I managed to get some cheap serial GPS receptor, a tiny OLED display and an Arduino Mini Pro and started to code. First I knew I would need some big font and so I made my own using paint, each character 24×32 (96bytes). This is the complete parts list:
- Ebay I2C SSD1306 based OLED display, 128×64, 0.96″ and 5V.
- Ebay Arduino Mini Pro (ATMEGA328p), 5V 16Mhz
- Sparkfun DC-DC step-up voltage converter (5V).
- Adafruit MPC73833 LiPo battery charger.
- Savaged iPod Nano 1st gen battery.
- Dealextreme EM-411 GPS 5V receiver.
- Savaged momentary buttons, resistors and wires.
I had to code some method to print own big fonts in the display and the moment I managed to control all the display functions as I wanted I started to code the methods to print GPS gathered data in the display. This is an earlier slowed display test that didn’t worked well:
The first prototype had just speed mode, was assembled with double tape and had no battery charger. It’s purpose was to see how speed meter worked testing it in my car.

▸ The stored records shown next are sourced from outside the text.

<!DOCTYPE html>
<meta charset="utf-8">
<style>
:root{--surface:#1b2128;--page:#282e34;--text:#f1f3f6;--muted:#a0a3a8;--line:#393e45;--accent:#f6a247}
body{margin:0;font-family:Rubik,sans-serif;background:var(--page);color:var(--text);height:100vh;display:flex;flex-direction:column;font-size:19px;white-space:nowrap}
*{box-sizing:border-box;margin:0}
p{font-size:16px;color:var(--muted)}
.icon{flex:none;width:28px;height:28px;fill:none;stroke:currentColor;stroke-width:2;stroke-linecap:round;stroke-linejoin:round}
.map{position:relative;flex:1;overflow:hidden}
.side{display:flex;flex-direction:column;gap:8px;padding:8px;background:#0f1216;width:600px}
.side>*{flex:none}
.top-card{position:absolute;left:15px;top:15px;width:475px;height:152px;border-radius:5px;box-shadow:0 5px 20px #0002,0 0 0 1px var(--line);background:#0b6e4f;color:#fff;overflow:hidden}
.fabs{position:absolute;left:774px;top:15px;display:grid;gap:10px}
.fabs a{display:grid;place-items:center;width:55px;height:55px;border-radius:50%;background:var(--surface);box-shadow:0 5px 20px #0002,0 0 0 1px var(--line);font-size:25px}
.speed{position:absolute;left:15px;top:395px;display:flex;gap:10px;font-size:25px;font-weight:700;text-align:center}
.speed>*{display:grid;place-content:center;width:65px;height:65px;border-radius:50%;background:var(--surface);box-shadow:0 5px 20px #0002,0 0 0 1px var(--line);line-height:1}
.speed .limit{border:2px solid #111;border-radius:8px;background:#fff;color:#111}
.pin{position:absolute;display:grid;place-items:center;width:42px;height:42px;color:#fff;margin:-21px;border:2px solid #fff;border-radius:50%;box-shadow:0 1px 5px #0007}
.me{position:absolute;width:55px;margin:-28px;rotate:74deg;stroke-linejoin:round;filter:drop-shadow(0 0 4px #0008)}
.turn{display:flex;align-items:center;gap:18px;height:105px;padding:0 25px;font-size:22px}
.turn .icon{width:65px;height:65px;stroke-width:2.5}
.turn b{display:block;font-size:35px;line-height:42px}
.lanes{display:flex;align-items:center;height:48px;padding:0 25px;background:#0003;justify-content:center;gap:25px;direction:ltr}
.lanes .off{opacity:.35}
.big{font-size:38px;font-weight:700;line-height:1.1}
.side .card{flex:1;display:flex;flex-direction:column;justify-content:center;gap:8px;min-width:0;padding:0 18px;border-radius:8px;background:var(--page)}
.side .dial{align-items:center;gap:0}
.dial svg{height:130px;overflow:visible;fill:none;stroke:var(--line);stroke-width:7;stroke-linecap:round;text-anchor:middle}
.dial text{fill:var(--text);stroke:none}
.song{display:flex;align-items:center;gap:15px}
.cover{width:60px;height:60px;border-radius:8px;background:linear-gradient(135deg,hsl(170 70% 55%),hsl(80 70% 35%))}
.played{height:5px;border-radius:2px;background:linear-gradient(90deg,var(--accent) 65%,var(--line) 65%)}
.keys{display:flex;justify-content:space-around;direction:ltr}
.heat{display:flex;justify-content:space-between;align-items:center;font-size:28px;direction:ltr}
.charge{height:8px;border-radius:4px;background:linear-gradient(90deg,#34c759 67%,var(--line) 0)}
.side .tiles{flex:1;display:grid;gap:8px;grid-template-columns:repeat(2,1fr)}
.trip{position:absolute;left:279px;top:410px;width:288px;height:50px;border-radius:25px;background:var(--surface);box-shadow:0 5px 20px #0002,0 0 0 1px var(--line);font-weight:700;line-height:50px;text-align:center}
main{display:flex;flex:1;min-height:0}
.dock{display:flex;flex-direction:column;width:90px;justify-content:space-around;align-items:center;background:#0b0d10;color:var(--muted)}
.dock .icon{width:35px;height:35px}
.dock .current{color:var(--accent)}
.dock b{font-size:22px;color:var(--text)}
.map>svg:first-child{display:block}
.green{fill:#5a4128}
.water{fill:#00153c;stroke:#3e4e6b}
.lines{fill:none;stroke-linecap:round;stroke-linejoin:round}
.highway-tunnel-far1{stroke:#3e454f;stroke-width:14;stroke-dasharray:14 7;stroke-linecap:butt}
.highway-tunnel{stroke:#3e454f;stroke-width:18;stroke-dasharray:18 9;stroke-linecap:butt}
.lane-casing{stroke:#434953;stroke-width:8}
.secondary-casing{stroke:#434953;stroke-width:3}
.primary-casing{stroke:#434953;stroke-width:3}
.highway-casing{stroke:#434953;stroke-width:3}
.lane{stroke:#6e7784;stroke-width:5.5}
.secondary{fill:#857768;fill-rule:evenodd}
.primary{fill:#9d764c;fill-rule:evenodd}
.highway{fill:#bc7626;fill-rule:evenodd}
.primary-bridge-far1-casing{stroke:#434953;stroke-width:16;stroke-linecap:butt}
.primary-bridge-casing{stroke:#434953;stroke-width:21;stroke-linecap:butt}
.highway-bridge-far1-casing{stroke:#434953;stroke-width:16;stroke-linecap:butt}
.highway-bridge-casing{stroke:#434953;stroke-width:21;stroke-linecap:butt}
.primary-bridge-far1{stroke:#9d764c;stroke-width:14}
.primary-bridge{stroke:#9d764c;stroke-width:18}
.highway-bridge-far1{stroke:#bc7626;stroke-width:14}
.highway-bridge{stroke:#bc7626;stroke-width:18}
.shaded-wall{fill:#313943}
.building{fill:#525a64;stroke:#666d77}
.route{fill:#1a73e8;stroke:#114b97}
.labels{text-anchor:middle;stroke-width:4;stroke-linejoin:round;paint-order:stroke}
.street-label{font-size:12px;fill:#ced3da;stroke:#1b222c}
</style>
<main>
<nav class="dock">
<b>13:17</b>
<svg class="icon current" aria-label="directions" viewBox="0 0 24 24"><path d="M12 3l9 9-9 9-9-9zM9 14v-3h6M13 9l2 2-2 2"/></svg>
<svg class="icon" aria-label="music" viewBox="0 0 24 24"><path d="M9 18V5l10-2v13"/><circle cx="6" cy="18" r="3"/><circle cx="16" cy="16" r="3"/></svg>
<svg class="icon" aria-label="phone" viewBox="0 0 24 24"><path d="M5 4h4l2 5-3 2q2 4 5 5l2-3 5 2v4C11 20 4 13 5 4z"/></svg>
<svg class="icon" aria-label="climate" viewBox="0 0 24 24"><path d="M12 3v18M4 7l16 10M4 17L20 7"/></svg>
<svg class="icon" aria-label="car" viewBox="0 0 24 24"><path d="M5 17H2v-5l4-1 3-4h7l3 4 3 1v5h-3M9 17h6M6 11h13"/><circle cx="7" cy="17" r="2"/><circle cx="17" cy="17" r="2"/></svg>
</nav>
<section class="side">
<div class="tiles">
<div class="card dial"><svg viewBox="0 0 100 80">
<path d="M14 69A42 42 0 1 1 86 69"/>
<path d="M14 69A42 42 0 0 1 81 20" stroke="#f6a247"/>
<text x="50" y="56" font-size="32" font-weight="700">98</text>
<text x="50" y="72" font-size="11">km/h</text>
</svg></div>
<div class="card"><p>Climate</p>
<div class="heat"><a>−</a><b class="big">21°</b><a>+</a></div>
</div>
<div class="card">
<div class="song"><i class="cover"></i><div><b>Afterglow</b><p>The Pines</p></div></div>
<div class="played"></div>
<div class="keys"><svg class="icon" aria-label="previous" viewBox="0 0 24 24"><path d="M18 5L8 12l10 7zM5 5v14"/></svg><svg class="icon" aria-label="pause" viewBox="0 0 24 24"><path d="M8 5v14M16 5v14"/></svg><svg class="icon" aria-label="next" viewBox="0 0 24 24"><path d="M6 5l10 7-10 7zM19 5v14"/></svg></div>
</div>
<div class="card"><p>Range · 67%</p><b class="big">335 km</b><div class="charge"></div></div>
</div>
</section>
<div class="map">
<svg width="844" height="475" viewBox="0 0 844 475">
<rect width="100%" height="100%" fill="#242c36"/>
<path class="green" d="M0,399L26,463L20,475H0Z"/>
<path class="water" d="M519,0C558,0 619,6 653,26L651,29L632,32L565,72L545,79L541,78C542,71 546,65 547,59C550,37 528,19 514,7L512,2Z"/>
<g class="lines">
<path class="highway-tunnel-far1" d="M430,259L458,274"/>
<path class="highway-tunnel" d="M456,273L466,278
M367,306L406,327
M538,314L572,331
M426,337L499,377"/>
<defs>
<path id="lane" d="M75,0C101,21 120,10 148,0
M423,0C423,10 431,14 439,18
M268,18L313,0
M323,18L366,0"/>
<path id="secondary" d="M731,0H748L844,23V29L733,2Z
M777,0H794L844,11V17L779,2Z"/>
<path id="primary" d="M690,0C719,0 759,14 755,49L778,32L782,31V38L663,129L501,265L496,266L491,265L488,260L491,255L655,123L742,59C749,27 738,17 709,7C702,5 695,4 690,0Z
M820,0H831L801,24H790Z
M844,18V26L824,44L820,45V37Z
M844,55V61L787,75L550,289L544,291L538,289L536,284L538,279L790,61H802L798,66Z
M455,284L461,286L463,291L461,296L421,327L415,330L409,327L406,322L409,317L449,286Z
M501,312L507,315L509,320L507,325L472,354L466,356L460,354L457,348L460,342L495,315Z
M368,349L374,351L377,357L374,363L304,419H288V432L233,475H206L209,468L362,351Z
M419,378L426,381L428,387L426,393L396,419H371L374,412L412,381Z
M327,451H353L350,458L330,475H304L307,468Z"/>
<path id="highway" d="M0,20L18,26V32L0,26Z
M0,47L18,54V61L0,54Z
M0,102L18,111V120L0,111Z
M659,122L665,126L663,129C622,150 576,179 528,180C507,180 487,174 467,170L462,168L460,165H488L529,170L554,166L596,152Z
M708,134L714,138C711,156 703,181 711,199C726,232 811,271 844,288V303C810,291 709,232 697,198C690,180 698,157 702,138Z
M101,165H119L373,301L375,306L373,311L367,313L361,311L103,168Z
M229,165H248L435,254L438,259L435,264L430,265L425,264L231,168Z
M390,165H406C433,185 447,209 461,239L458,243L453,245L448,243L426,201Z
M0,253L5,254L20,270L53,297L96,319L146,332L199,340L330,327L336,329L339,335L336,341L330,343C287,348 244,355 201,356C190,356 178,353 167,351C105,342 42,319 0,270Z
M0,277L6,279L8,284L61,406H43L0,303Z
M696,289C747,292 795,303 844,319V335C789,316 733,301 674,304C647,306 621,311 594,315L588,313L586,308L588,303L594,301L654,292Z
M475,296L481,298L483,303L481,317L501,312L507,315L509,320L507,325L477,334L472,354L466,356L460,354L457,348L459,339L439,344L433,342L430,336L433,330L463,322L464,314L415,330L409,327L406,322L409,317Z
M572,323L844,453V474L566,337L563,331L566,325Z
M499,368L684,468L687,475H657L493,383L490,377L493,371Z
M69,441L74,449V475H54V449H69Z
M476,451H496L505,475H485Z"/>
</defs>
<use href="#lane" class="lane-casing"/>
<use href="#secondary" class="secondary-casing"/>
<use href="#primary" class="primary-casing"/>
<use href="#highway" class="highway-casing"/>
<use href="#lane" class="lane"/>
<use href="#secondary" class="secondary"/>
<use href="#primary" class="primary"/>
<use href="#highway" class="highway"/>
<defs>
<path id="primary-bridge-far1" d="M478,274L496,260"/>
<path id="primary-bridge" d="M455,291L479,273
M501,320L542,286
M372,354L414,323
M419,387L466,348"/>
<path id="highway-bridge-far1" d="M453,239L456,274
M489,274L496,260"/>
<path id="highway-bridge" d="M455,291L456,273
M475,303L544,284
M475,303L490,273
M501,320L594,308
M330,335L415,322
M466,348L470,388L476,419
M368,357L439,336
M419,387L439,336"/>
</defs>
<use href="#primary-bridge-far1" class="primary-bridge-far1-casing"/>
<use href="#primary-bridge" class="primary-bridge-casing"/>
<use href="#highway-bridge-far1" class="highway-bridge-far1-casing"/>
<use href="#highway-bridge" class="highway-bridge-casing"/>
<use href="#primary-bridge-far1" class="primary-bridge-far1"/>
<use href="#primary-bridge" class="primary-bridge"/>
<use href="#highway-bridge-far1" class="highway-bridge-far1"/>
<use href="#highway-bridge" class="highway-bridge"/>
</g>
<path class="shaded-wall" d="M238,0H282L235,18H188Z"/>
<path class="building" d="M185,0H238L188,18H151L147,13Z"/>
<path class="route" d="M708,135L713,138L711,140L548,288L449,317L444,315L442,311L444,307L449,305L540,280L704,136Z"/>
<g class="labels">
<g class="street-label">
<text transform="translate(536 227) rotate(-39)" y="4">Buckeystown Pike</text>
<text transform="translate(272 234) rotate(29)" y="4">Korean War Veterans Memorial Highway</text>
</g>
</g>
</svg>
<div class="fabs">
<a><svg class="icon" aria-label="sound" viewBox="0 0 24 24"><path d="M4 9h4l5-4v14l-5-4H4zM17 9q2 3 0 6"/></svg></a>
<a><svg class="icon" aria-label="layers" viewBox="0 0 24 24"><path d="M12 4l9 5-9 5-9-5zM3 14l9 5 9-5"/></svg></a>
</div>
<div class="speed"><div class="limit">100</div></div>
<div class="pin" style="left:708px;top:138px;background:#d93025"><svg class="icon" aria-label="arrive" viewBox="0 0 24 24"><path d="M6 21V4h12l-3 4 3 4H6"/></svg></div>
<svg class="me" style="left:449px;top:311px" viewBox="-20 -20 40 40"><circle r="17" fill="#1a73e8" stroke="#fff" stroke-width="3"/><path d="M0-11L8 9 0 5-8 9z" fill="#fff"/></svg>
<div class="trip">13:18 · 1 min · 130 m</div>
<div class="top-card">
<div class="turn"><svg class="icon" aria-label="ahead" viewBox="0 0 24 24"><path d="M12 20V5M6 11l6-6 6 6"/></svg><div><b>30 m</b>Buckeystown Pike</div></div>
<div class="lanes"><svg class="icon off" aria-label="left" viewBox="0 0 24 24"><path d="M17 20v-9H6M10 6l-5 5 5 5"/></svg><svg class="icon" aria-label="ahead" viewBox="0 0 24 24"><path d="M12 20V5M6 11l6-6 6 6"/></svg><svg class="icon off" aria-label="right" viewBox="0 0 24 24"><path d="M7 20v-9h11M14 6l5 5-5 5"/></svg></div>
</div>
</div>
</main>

First handheld GPS prototype
Then I dismantled firts prototype and assembled second prototype, this time no double tape, just boards soldered togheter. This is the schematic:
Tiny GPS schematic
And so I began building:
OLED Display up, GPS Conector (glued to DC-DC) down.
Second prototype assembling. Arduino Up, DC-DC down.
The actual prototype looks like a tiny packed devices cube with front display and momentary switches (best view on 720p). Here is a video with functions explanation:
I’m not a coder so code is pretty much ugly. Sketch it’s downloable from here. It uses TinyGPS library from Mikal Hart, custom new software serial to disable interrupts in pin ports and PinChangeInt, an Arduino library to handle buttons interrupts.